Jean-Baptiste Vernoy de Montjournal — Le prêtre oublié qui mourut dans les pontons de Rochefort

 

Jean-Baptiste Vernoy de Montjournal — Le prêtre oublié qui mourut dans les pontons de Rochefort






📖 Évangile

Matthieu 5, 10

« Heureux ceux qui sont persécutés pour la justice, car le Royaume des Cieux est à eux. »


✨ Summary in Latinising English

Blessed Jean-Baptiste Vernoy de Montjournal was a French priest and canon who suffered persecution during the French Revolution. Refusing to abandon his priestly fidelity, he was deported unto the infamous prison hulks of Rochefort, where many clergy perished amidst disease, hunger, and abandonment. Dying in 1794 with patience and Christian meekness, he became one of the witnesses of Catholic endurance during the revolutionary persecutions in France.


✒️ Article

Lorsque l’on évoque la Révolution française, les images qui viennent immédiatement à l’esprit sont souvent celles de la Bastille, de Robespierre ou de la guillotine. Pourtant, loin de Paris, une autre tragédie se déroula dans un silence presque oublié : celle des pontons de Rochefort.

C’est là que mourut le bienheureux Jean-Baptiste Vernoy de Montjournal.

Chanoine à Moulins et prêtre du diocèse d’Autun, il appartient à cette génération de clercs que la Révolution entend soumettre à la Constitution civile du clergé. Beaucoup refusent. Non par esprit de rébellion politique, mais parce qu’ils considèrent que l’Église ne peut dépendre entièrement du pouvoir révolutionnaire.

Pour les autorités, ces prêtres deviennent suspects.

En 1794, Jean-Baptiste Vernoy de Montjournal est arrêté puis déporté vers Rochefort. Les révolutionnaires utilisent alors d’anciens navires, souvent prévus pour le commerce colonial ou la traite négrière, afin d’y entasser des centaines de prêtres réfractaires. Les conditions y sont effroyables : chaleur, promiscuité, faim, maladies, absence d’hygiène.

Ces bateaux-prisons deviennent rapidement de véritables mouroirs flottants.

Les témoignages racontent que Vernoy de Montjournal fut frappé par une maladie pédiculaire particulièrement grave. Relégué sous une écoutille, isolé comme un lépreux, il endure ses souffrances sans haine ni révolte.
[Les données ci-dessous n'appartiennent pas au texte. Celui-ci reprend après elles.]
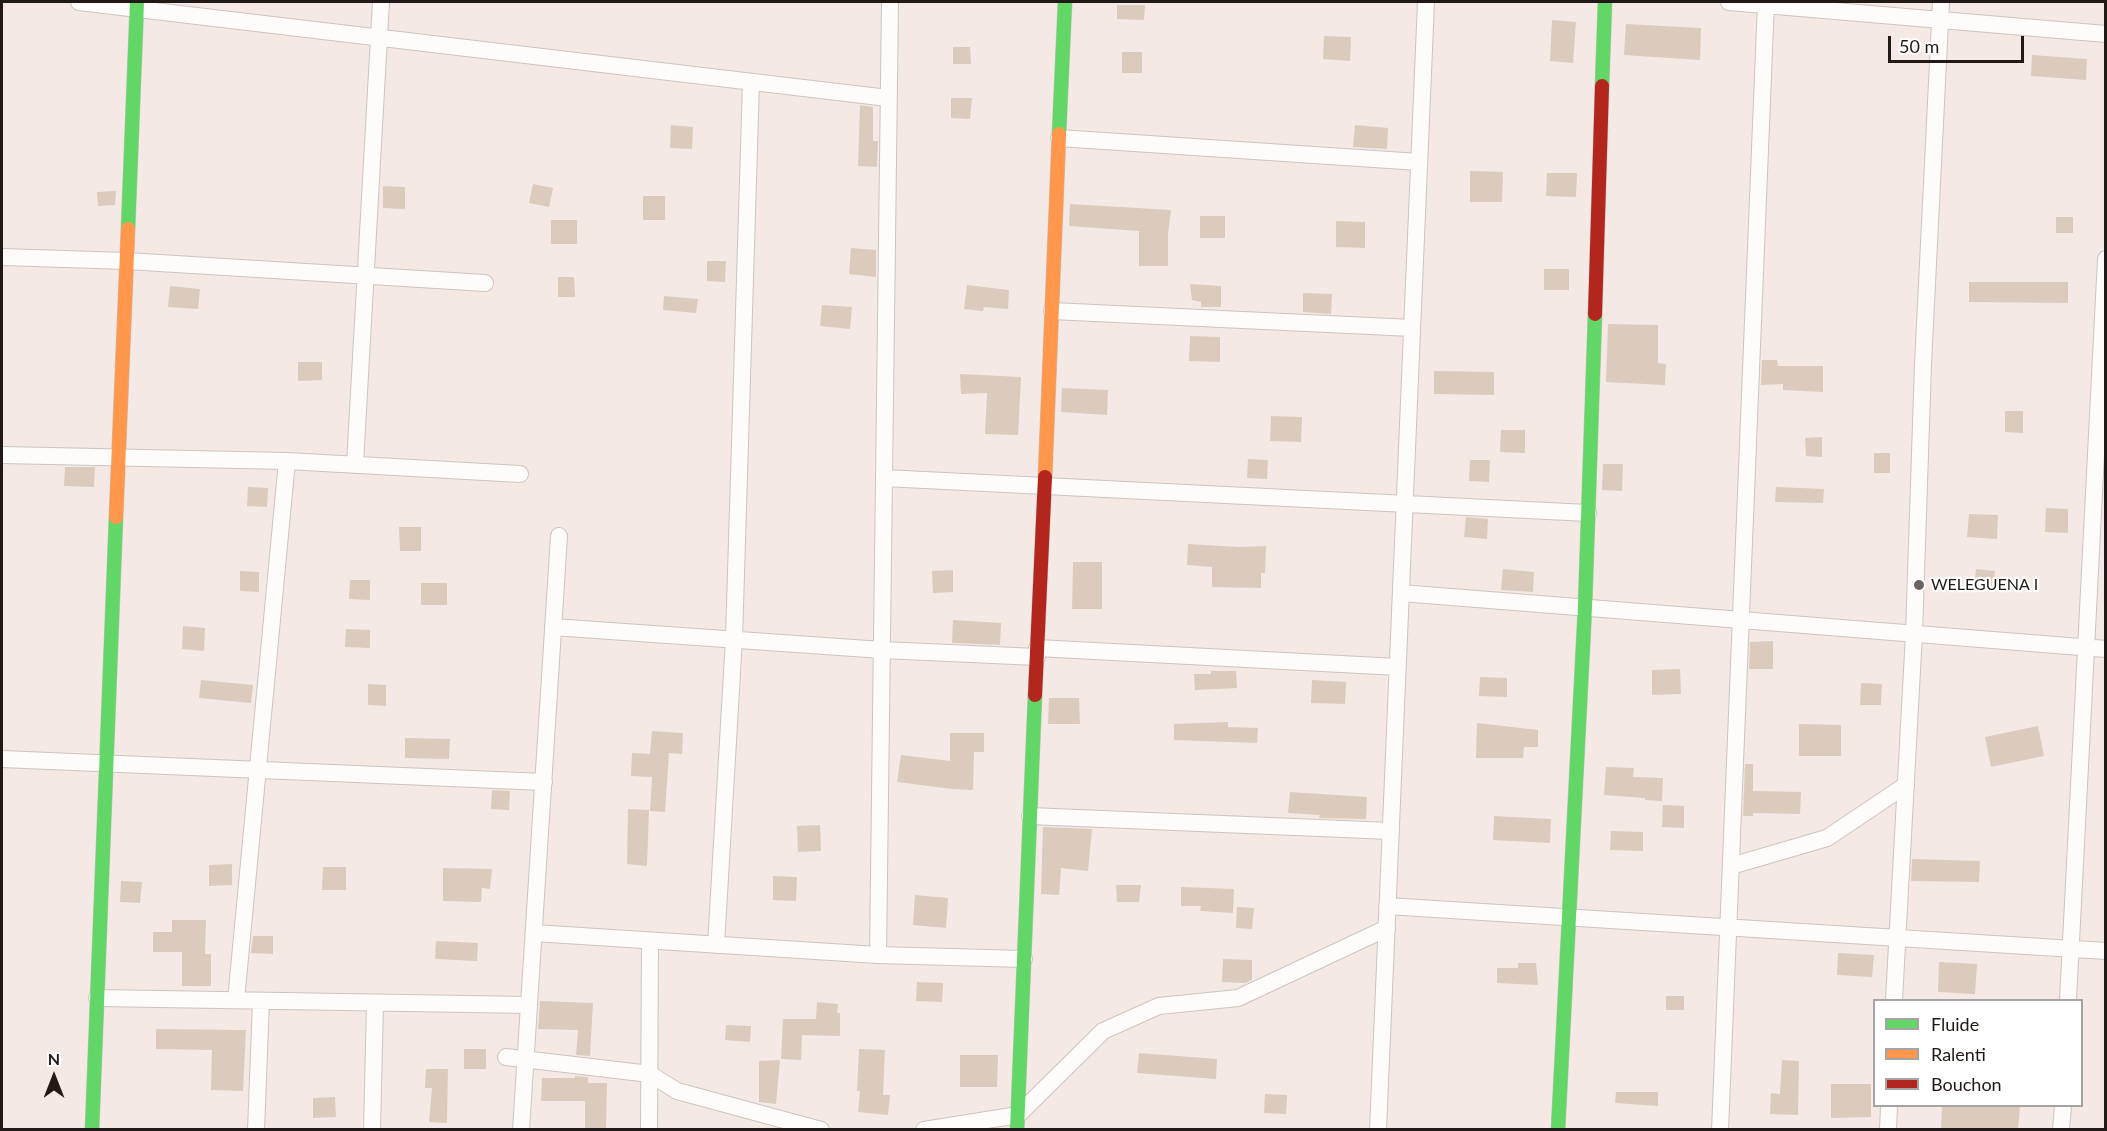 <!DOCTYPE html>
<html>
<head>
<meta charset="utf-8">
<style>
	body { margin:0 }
	#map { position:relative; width:2107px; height:1131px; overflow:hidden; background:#f4e9e4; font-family:Lato,sans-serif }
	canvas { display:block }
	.frame { position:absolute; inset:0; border:3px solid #201916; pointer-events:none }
	.legend { position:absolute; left:1873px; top:999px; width:210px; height:108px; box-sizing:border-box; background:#fff; border:2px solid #a6a3a2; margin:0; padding:8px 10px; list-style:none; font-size:18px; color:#201916 }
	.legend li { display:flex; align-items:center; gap:12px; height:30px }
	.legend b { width:30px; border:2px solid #a6a3a2 }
	.north { position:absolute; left:24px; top:1047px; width:60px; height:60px; -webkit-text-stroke:4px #fff; paint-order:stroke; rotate:0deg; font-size:16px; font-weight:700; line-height:24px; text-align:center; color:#201916 }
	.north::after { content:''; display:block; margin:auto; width:21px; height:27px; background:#201916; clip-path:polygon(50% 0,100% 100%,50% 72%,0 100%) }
	.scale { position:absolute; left:1888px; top:36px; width:136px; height:27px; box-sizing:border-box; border:3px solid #201916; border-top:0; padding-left:8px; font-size:18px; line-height:21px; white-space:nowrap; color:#201916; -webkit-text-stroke:4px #fff; paint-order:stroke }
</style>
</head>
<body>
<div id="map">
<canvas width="2107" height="1131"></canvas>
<div class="frame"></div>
<ul class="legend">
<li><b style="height:8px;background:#63d668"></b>Fluide</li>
<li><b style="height:8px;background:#ff974d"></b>Ralenti</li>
<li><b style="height:8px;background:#b3261e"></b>Bouchon</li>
</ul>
<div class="north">N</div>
<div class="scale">50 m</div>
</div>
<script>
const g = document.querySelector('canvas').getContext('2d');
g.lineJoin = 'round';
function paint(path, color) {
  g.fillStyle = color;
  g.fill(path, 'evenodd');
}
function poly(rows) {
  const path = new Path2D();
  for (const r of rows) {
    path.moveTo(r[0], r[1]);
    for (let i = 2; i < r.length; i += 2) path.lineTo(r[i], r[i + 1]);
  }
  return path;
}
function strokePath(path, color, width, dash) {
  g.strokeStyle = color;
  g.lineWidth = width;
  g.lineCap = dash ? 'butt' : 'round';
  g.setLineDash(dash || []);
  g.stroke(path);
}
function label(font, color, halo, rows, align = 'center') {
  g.font = font + ' Lato,sans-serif';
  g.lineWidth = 4.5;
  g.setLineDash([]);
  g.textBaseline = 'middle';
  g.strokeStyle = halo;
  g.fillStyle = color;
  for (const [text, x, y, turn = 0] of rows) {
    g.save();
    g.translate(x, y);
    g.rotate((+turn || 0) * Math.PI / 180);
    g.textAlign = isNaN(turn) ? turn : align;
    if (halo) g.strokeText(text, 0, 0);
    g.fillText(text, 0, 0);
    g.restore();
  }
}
paint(poly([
	[1117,5,1145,5,1144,20,1117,19],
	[1552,20,1576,22,1573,63,1550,61],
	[1626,24,1701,28,1700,60,1624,55],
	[1324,36,1351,37,1350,61,1323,59],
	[953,47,970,47,971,64,953,64],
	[1122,52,1142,52,1142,73,1122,73],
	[2032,55,2087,59,2086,80,2031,76],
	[951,98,972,98,970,119,951,118],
	[860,105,873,107,873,141,878,141,877,167,858,166],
	[671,125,693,127,692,149,670,148],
	[1355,125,1388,128,1387,149,1353,147],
	[1470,171,1503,172,1502,202,1470,202],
	[1547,173,1577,173,1576,197,1546,196],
	[533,184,553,188,549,207,529,203],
	[383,186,405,187,405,209,383,208],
	[116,191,115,205,98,206,97,192],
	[643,196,665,196,665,220,643,220],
	[1070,204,1171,210,1168,234,1168,266,1139,266,1139,231,1069,226],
	[1200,216,1225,216,1225,238,1200,238],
	[2056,217,2073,217,2073,233,2056,233],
	[551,220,577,220,577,244,551,244],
	[1336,221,1365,222,1365,248,1336,247],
	[851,248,876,250,876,277,849,274],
	[707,261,726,261,725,282,707,281],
	[1544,269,1569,269,1569,290,1544,290],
	[558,277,574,277,575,297,558,297],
	[1969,282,2068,282,2068,303,1969,302],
	[1190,284,1221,286,1221,307,1201,307,1201,302,1192,300],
	[967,285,1009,290,1008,309,984,307,983,311,964,309],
	[170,286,200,289,198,309,168,307],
	[1303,293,1332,294,1331,314,1303,312],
	[664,296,698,299,696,313,663,310],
	[822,305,852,307,850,329,820,326],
	[1608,324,1658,325,1658,363,1666,364,1665,385,1606,382],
	[1190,336,1220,337,1220,362,1189,361],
	[1762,360,1777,360,1778,366,1823,366,1823,392,1783,390,1783,384,1761,385],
	[298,362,322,362,322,380,298,381],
	[1434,371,1494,372,1494,395,1434,394],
	[960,374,1021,377,1018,435,985,434,987,393,961,394],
	[1062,388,1108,390,1107,415,1061,412],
	[2005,411,2023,411,2023,433,2005,432],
	[1271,416,1302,417,1301,442,1270,441],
	[1501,430,1525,430,1525,453,1500,452],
	[1822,437,1822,457,1806,456,1805,438],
	[1874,453,1890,453,1890,473,1874,473],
	[1248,459,1268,460,1267,479,1247,478],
	[1470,460,1490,460,1489,482,1469,481],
	[1603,464,1623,464,1622,491,1602,490],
	[65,467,95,467,94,487,64,486],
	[248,487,268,488,267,507,247,506],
	[1776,487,1824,489,1823,503,1775,502],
	[2046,508,2068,509,2068,533,2045,532],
	[1969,514,1998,515,1997,539,1967,537],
	[1466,517,1488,519,1487,539,1464,537],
	[399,527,421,527,421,551,400,551],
	[1188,544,1239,547,1266,546,1265,573,1261,573,1261,588,1212,587,1212,567,1187,565],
	[1073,562,1102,562,1102,609,1072,609],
	[1503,569,1534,572,1533,592,1501,590],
	[1976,569,1995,571,1993,590,1974,589],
	[953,570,953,592,933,593,932,571],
	[240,571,259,572,259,592,240,591],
	[350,580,370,580,370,600,349,599],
	[421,583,447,583,447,605,421,605],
	[953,620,1001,623,1000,645,952,643],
	[183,626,205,628,204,651,182,649],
	[346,629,370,630,370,648,345,647],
	[1773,641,1773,669,1749,669,1750,642],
	[1680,669,1681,694,1652,695,1652,670],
	[1211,671,1236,671,1237,688,1195,690,1194,674,1211,674],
	[1480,677,1507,678,1507,697,1479,696],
	[201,680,253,685,251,703,199,698],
	[1312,680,1346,682,1345,704,1311,703],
	[1861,683,1882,684,1881,705,1860,705],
	[368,684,386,685,386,706,368,705],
	[1049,698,1079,698,1080,724,1048,724],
	[1228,722,1228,727,1258,728,1257,743,1174,740,1174,724],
	[1477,723,1538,730,1538,747,1524,747,1523,758,1476,758],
	[1799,724,1841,725,1841,756,1799,756],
	[2038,726,2044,756,1991,767,1985,737],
	[652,731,683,733,682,754,669,753,665,812,650,811,652,777,631,776,632,753,650,754],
	[950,733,984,733,984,752,974,752,973,790,952,789,897,782,901,755,950,761],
	[405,738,450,739,449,759,405,758],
	[1745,764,1753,764,1753,791,1801,792,1800,814,1753,813,1753,816,1743,816],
	[1606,767,1634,768,1633,777,1663,778,1662,801,1645,800,1645,798,1604,795],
	[492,790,510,791,509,810,491,809],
	[1290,792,1367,797,1366,819,1319,818,1320,815,1288,813],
	[1663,805,1684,806,1684,828,1662,827],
	[628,809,649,810,647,866,627,864],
	[1494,816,1551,819,1550,843,1493,840],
	[820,825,821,851,798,852,797,826],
	[1043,827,1092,829,1088,871,1061,868,1059,895,1041,894],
	[1611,831,1643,832,1643,851,1610,850],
	[1912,859,1980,861,1979,882,1911,881],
	[232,864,232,885,209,886,209,865],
	[323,867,346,867,346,890,322,890],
	[443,868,492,869,490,889,482,888,481,902,443,901],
	[773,876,797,877,796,901,773,900],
	[121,881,142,882,140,903,120,902],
	[1116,885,1141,885,1139,902,1117,902],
	[1181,887,1234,889,1233,913,1200,911,1201,906,1181,906],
	[915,895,948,898,946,928,913,925],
	[1237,907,1254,908,1252,929,1236,928],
	[172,920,206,920,205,954,211,954,211,986,182,986,182,952,153,952,153,932,172,932],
	[253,936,273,936,273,954,251,953],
	[436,941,478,943,477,961,435,959],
	[1838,953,1874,955,1872,977,1837,975],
	[1223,959,1252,960,1252,980,1245,983,1222,982],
	[1939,962,1977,964,1975,994,1938,992],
	[1518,963,1536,963,1538,985,1497,983,1497,968,1518,968],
	[917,982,943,983,942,1002,916,1001],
	[1666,996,1684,996,1684,1010,1666,1010],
	[540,1001,593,1003,590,1056,576,1055,578,1030,538,1029],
	[817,1002,838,1004,837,1013,840,1013,840,1036,802,1035,801,1060,781,1059,783,1019,816,1019],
	[726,1025,751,1026,750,1042,725,1040],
	[156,1029,246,1030,243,1091,211,1090,212,1050,156,1049],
	[464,1049,486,1049,486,1069,464,1069],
	[859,1049,885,1050,883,1095,890,1095,888,1115,858,1112,860,1091,857,1091],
	[1139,1053,1217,1059,1216,1079,1137,1073],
	[960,1055,998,1055,997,1087,960,1087],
	[780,1060,776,1104,759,1102,759,1061],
	[1782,1060,1799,1061,1798,1115,1770,1114,1771,1093,1780,1094],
	[426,1069,448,1069,447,1123,429,1122,432,1088,425,1088],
	[575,1076,588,1077,588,1083,607,1083,606,1130,585,1130,585,1101,541,1101,542,1078,575,1078],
	[1831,1084,1871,1084,1871,1117,1831,1118],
	[1616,1092,1658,1092,1658,1106,1615,1103],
	[1265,1094,1287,1095,1286,1114,1264,1113],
	[335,1097,336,1117,313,1118,313,1098],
	[1942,1106,2020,1106,2018,1130,1941,1130]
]), '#dccbbd');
const street = poly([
	[79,2,888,98],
	[1729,2,2106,34],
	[1059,138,1419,162],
	[2,257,127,261,485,283],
	[1052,311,1412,328],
	[2,455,287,461,520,474],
	[355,464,381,2],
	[884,478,1588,513],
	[1401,593,2106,649],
	[553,627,882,650,1037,657],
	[1037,648,1398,667],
	[2,759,544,782],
	[1030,816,1391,831],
	[1731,866,1827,838,1906,785],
	[1387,906,2106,951],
	[534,933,878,955,1024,959],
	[716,945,734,639,751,82],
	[878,955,890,2],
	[97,998,529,1005],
	[236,1000,287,461],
	[1894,1000,1914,634,1923,364,1941,2],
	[2068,1000,2106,259],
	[506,1057,650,1074,677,1091,821,1130],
	[256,1130,261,1001],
	[372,1130,375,1003],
	[521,1130,559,536],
	[649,1130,650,941],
	[924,1130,1018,1115,1103,1031,1159,1006,1238,998,1387,928],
	[1378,1130,1426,2],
	[1720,1130,1766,2],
	[1888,1130,1889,1106],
	[2061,1130,2063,1106]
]);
const fast = poly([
	[1602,86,1605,2],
	[1059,134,1065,2],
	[128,229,137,2],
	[92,1130,116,517],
	[1017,1130,1035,695],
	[1558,1130,1585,607,1595,314]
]);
const slow = poly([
	[1045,477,1059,134],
	[116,517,128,229]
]);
const jam = poly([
	[1595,314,1602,86],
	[1035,695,1045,477]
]);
strokePath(street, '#cdc4c0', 18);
strokePath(fast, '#cdc4c0', 15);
strokePath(slow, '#cdc4c0', 15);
strokePath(jam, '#cdc4c0', 15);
strokePath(street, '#fdfcfb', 16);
strokePath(fast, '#63d668', 14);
strokePath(slow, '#ff974d', 14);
strokePath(jam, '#b3261e', 14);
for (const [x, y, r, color] of [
	[1919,585,6,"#6a625e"]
]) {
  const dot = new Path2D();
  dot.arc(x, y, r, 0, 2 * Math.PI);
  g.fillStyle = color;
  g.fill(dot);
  strokePath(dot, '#fff', 2);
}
label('16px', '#201916', '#fff', [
	["WELEGUENA I",1931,585]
], 'left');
</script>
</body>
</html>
Les récits hagiographiques insistent sur sa patience et sa douceur jusqu’à la mort.

Le contraste est saisissant.

La Révolution prétend régénérer l’homme au nom de la liberté ; dans les pontons, des prêtres meurent lentement dans des conditions qui rappellent déjà certains univers concentrationnaires des siècles suivants.

Jean-Baptiste Vernoy de Montjournal ne laisse ni grand traité théologique, ni œuvre politique, ni discours célèbre. Il appartient à cette multitude de figures discrètes qui traversent l’histoire sans bruit mais dont la fidélité finit par devenir un témoignage.

Son destin rappelle aussi une réalité souvent oubliée : la Révolution française ne fut pas seulement un affrontement politique. Elle fut également, par moments, une guerre religieuse.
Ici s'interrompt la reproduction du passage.